Saved entries:
*** Block opens ***

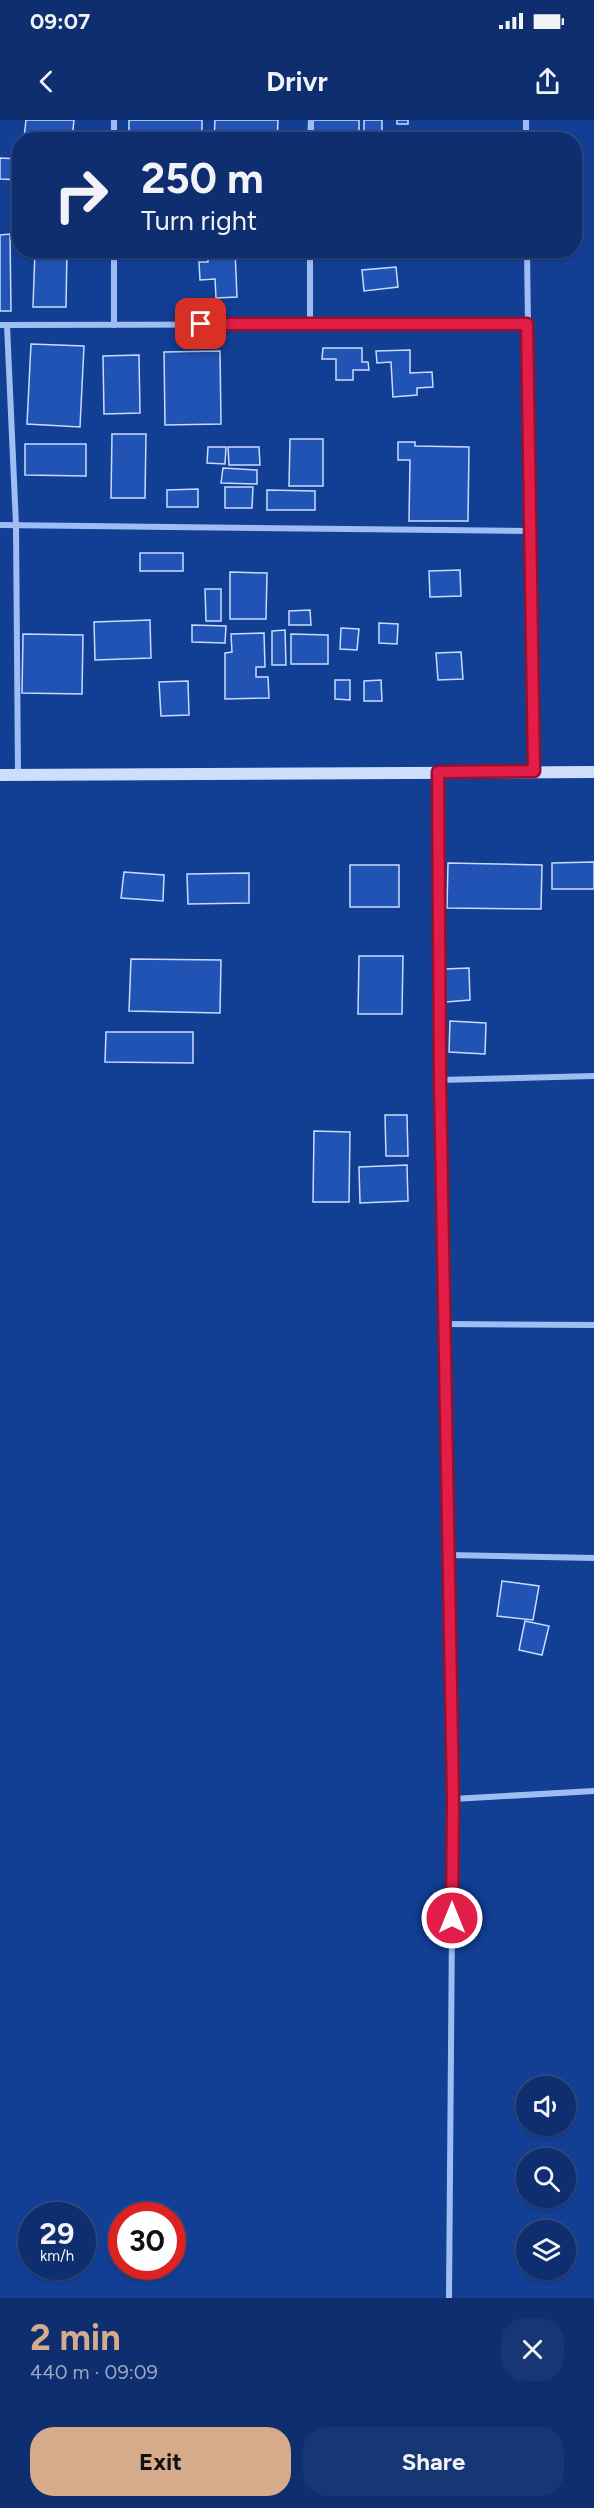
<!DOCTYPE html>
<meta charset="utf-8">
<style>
:root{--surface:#0e2e6f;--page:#173674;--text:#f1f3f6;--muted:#9ba8c3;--line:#2e4a82;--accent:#d6ab8b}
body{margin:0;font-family:Figtree,sans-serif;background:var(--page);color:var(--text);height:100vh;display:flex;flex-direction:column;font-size:22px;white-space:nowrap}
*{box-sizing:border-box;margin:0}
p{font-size:20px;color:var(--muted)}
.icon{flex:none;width:33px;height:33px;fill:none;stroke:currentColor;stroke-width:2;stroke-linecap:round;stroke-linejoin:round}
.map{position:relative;height:2178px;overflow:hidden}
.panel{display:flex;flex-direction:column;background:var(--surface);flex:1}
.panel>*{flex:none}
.guide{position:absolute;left:12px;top:12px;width:570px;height:126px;border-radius:24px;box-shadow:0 2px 4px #0004,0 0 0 2px var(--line);background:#0e2e6f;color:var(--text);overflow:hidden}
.controls{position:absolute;left:516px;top:1956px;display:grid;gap:12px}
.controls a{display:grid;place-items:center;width:60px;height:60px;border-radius:50%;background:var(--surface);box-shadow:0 2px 4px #0004,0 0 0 2px var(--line);font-size:30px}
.speed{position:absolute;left:18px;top:2082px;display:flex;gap:12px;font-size:30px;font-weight:700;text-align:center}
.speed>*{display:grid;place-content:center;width:78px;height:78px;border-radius:50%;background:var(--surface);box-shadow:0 2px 4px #0004,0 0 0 2px var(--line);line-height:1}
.speed small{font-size:15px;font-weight:400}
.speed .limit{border:9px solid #d22;background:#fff;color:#111}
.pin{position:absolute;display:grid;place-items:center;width:51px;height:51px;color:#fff;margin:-26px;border-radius:12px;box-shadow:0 3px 9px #0006}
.me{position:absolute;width:66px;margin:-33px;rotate:0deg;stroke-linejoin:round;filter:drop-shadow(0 0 4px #0008)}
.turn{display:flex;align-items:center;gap:21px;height:126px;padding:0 30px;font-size:27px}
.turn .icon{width:78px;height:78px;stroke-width:2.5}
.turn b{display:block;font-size:42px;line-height:51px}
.round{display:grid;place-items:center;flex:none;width:63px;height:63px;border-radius:24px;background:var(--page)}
.overview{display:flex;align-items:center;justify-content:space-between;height:102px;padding:0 30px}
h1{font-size:36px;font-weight:700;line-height:45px;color:var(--accent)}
.primary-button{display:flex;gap:12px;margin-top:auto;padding:12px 30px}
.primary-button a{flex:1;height:69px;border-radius:24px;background:var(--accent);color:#111;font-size:24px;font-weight:700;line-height:69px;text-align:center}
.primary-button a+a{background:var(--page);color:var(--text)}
.status{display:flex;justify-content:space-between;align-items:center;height:42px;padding:0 30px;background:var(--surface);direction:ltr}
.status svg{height:16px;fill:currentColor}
header{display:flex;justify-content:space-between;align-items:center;height:78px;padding:0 30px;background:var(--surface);font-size:27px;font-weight:700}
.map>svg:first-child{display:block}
.building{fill:#2053b3;stroke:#c8dbfd;stroke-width:1.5}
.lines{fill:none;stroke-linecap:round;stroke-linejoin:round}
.street{stroke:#a0bdf3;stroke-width:6}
.secondary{stroke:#cfdefc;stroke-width:12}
.route-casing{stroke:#92132f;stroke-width:15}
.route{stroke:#e11d48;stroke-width:10}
</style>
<div class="status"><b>09:07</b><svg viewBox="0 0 49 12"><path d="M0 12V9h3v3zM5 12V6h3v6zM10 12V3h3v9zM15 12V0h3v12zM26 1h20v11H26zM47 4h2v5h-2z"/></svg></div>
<header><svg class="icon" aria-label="back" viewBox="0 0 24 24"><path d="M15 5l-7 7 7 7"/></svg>Drivr<svg class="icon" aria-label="share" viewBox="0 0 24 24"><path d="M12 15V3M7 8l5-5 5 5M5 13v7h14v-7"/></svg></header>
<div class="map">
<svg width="594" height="2178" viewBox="0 0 594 2178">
<rect width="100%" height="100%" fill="#123e94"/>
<g class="building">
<polygon points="26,0 74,0 72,20 24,18"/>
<rect x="129" y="0" width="73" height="20"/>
<polygon points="215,0 278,0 277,20 214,20"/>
<polygon points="313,0 359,0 359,20 316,20 316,16 313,17"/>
<rect x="364" y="0" width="18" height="20"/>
<rect x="397" y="0" width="11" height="4"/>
<polygon points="0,38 20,39 20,60 0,59"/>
<polygon points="10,114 11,191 0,191 0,115"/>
<polygon points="35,130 67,130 66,187 33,187"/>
<polygon points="235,130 237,177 216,178 215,159 200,160 199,142 208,142 208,131"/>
<polygon points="241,130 282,130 281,135"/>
<polygon points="396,147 398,167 364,171 362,150"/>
<polygon points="31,224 84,226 80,307 27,304"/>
<polygon points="323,228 362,228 362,242 368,242 369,250 353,250 353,260 336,260 336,239 322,239"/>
<polygon points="410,230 410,253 432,252 433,267 417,268 417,275 393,277 391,242 377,243 376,231"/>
<polygon points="220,231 221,304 165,305 164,232"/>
<polygon points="139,235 140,293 104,294 103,236"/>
<polygon points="112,314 146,314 145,378 111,378"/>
<polygon points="290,319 323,319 323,366 289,366"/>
<polygon points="398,322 415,322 415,326 469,327 468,401 409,401 410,340 398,340"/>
<polygon points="25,324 86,324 86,356 25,355"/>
<polygon points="208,327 226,327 225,344 207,343"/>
<polygon points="228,327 259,327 260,345 229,345"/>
<polygon points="223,348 257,350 257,364 221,363"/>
<polygon points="225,367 253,367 252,388 225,388"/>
<polygon points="198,369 198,387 167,387 167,370"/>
<polygon points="267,370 315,371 315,390 267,390"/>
<rect x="140" y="433" width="43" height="18"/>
<polygon points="460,450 461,476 430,477 429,451"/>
<polygon points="230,452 267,453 266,499 230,499"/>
<polygon points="205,469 221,469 221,501 206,501"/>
<polygon points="310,490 311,505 289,505 289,491"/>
<polygon points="150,500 151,538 95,540 94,502"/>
<polygon points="379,503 398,504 397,524 379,523"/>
<polygon points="192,505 226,506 225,523 192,522"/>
<polygon points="341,508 359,509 357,530 340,529"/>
<polygon points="285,510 286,545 272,545 272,511"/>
<polygon points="264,513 265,547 256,547 256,557 268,557 269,578 225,579 225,533 232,532 231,514"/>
<polygon points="23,514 83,515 82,574 22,573"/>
<polygon points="291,514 328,515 328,544 291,544"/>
<polygon points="461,532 463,559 438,560 436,533"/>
<polygon points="335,560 350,560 350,580 335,579"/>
<polygon points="381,560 382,581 364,581 364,561"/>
<polygon points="188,561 189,595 161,596 159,562"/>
<polygon points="594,742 594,769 552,769 552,743"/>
<polygon points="448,743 542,745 541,789 447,788"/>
<rect x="350" y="745" width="49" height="42"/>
<polygon points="124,752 164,755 163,781 121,778"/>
<polygon points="249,753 249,783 188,784 187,754"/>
<polygon points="359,836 403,836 402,894 358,894"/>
<polygon points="131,839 221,840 220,893 129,891"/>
<polygon points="469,848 470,880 446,882 445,849"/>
<polygon points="450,901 486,903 485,934 449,932"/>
<polygon points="106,912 193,912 193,943 105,942"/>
<polygon points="385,995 407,995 408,1036 386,1036"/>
<polygon points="314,1011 350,1012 349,1082 313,1082"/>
<polygon points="407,1045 408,1081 360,1083 359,1047"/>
<polygon points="502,1461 539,1466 533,1500 497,1496"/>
<polygon points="525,1501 549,1506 542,1535 519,1530"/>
</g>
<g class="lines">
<g class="street">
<polyline points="114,0 114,20"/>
<polyline points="526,0 526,20"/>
<polyline points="310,20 311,0"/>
<polyline points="114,130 114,205"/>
<polyline points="527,130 534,651"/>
<polyline points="310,204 310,130"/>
<polyline points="0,205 527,204"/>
<polyline points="7,205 16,405 18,655"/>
<polyline points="0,405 530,411"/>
<polyline points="438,652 439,960 453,1679 449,2178"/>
<polyline points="439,960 594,956"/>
<polyline points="444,1204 594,1205"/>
<polyline points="448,1435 594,1438"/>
<polyline points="453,1679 594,1671"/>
</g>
<polyline class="secondary" points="0,655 594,652"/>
</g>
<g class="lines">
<defs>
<polyline id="route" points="201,204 527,204 534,651 438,652 440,960 453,1679 452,1798"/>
</defs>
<use href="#route" class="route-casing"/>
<use href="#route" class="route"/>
</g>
</svg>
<div class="controls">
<a><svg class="icon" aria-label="sound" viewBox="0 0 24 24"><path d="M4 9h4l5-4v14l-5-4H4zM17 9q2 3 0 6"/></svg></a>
<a><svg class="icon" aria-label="search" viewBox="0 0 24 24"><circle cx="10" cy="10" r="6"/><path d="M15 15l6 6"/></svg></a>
<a><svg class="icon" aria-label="layers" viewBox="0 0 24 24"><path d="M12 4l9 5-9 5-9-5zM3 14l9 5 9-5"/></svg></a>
</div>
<div class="speed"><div>29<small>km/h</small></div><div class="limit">30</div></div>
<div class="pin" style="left:201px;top:204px;background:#d93025"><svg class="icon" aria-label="arrive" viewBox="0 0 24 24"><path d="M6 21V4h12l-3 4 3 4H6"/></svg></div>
<svg class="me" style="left:452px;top:1798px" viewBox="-20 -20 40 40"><circle r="17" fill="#e11d48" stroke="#fff" stroke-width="3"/><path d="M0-11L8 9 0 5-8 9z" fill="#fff"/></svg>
<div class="guide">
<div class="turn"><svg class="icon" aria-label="right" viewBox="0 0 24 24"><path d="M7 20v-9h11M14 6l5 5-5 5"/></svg><div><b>250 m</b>Turn right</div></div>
</div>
</div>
<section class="panel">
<div class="overview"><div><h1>2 min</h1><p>440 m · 09:09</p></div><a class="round"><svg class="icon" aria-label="close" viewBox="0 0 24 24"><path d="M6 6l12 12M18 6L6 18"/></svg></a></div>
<div class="primary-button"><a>Exit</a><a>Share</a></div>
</section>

*** Block closes ***

Write out exactly the lines from the line holding "9h4l5-4v14l-5-4H4zM17 9q2 3" through the last line of the data, and nothing besides those lines.

<a><svg class="icon" aria-label="sound" viewBox="0 0 24 24"><path d="M4 9h4l5-4v14l-5-4H4zM17 9q2 3 0 6"/></svg></a>
<a><svg class="icon" aria-label="search" viewBox="0 0 24 24"><circle cx="10" cy="10" r="6"/><path d="M15 15l6 6"/></svg></a>
<a><svg class="icon" aria-label="layers" viewBox="0 0 24 24"><path d="M12 4l9 5-9 5-9-5zM3 14l9 5 9-5"/></svg></a>
</div>
<div class="speed"><div>29<small>km/h</small></div><div class="limit">30</div></div>
<div class="pin" style="left:201px;top:204px;background:#d93025"><svg class="icon" aria-label="arrive" viewBox="0 0 24 24"><path d="M6 21V4h12l-3 4 3 4H6"/></svg></div>
<svg class="me" style="left:452px;top:1798px" viewBox="-20 -20 40 40"><circle r="17" fill="#e11d48" stroke="#fff" stroke-width="3"/><path d="M0-11L8 9 0 5-8 9z" fill="#fff"/></svg>
<div class="guide">
<div class="turn"><svg class="icon" aria-label="right" viewBox="0 0 24 24"><path d="M7 20v-9h11M14 6l5 5-5 5"/></svg><div><b>250 m</b>Turn right</div></div>
</div>
</div>
<section class="panel">
<div class="overview"><div><h1>2 min</h1><p>440 m · 09:09</p></div><a class="round"><svg class="icon" aria-label="close" viewBox="0 0 24 24"><path d="M6 6l12 12M18 6L6 18"/></svg></a></div>
<div class="primary-button"><a>Exit</a><a>Share</a></div>
</section>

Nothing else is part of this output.